4. **Error non-recovery** (16%) -- Agent fails to recover from tool errors or unexpected outputs.
5. **Scope creep** (15%) -- Agent performs unnecessary actions that waste budget.

## 5.4 Scaling Analysis

We observe log-linear scaling between model compute and Tier 1 performance, but **diminishing returns on Tier 3 tasks** -- suggesting that multi-step orchestration requires architectural improvements beyond simply scaling inference compute.

# 6. Conclusion

DoAny-Bench reveals a clear gap between current agent capabilities on isolated tasks versus realistic, multi-step workflows. Our key contributions:

- **A benchmark of 1,247 human-sourced, human-validated tasks** across four professional domains.
- **Comprehensive evaluation of 12 frameworks**, establishing the first cross-framework comparison on identical real-world tasks.
- **Identification of the "orchestration gap"** -- the 33-point TSR drop from constrained to open-ended tasks.
- **A fully open evaluation harness** released under Apache 2.0 to enable reproducible agent research.

We believe closing the orchestration gap is the critical frontier for autonomous AI agents, and we hope DoAny-Bench serves as a reliable measuring stick for progress.

## Resources

| Resource | Link |
|----------|------|
| Paper | [arxiv.org/abs/2504.02495](https://arxiv.org/abs/2504.02495) |
| Paper Page | [huggingface.co/papers/2504.02495](https://huggingface.co/papers/2504.02495) |
| Model | [doany-ai/doany-bench-agent-v1](https://huggingface.co/doany-ai/doany-bench-agent-v1) |
| Dataset | [doany-ai/doany-bench-data](https://huggingface.co/datasets/doany-ai/doany-bench-data) |
| License | Apache 2.0 |

# References

1. Chen, A., Sharma, P., Liu, M., & Reyes, S. (2026). DoAny-Bench: A Comprehensive Benchmark for Evaluating Autonomous AI Agents on Real-World Tasks. *arXiv preprint arXiv:2504.02495*.

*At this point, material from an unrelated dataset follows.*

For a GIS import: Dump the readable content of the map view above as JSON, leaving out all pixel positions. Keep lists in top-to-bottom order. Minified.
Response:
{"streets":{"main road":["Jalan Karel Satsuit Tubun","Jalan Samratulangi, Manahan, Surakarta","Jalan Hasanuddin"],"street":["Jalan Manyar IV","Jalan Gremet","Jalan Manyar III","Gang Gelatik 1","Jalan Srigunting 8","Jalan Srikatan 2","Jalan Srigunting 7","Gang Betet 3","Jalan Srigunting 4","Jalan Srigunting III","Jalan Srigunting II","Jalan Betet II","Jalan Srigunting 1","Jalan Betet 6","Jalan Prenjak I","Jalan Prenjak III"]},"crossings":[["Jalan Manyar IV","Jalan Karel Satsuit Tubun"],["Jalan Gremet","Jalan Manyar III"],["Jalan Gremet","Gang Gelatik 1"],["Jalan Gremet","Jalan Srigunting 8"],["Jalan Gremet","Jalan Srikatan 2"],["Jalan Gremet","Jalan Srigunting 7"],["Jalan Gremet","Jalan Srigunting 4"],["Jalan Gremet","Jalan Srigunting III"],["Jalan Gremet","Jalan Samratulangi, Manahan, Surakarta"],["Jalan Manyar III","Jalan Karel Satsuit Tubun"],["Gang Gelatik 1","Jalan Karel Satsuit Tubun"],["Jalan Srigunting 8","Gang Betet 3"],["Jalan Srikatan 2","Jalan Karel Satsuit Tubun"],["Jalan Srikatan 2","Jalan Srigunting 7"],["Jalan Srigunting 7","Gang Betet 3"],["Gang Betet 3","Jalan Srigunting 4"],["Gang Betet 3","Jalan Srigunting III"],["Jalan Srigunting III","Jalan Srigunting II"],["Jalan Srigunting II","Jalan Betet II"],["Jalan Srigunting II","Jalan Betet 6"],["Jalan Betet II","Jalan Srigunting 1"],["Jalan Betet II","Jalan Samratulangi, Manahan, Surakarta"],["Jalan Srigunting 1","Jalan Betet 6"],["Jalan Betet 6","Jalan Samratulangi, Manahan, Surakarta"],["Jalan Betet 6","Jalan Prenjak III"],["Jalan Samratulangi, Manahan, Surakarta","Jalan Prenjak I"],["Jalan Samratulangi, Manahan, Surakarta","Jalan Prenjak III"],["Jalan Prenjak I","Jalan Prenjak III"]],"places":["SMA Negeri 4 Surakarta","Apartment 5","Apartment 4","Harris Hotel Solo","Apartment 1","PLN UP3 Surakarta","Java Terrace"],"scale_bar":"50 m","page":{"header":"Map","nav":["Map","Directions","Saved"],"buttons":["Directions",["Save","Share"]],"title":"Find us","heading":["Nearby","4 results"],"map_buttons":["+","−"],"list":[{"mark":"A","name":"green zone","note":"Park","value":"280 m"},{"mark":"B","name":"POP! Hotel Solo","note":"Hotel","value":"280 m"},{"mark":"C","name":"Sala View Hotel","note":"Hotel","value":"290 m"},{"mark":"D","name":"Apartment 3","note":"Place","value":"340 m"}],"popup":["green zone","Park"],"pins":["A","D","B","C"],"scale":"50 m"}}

2. Jimenez, C. E., et al. (2024). SWE-bench: Can Language Models Resolve Real-World GitHub Issues? *ICLR 2024*.

3. Zhou, S., et al. (2024). WebArena: A Realistic Web Environment for Building Autonomous Agents. *ICLR 2024*.

4. Mialon, G., et al. (2024). GAIA: A Benchmark for General AI Assistants. *ICLR 2024*.

5. Liu, X., et al. (2024). AgentBench: Evaluating LLMs as Agents. *ICLR 2024*.

6. Yao, S., et al. (2023). ReAct: Synergizing Reasoning and Acting in Language Models. *ICLR 2023*.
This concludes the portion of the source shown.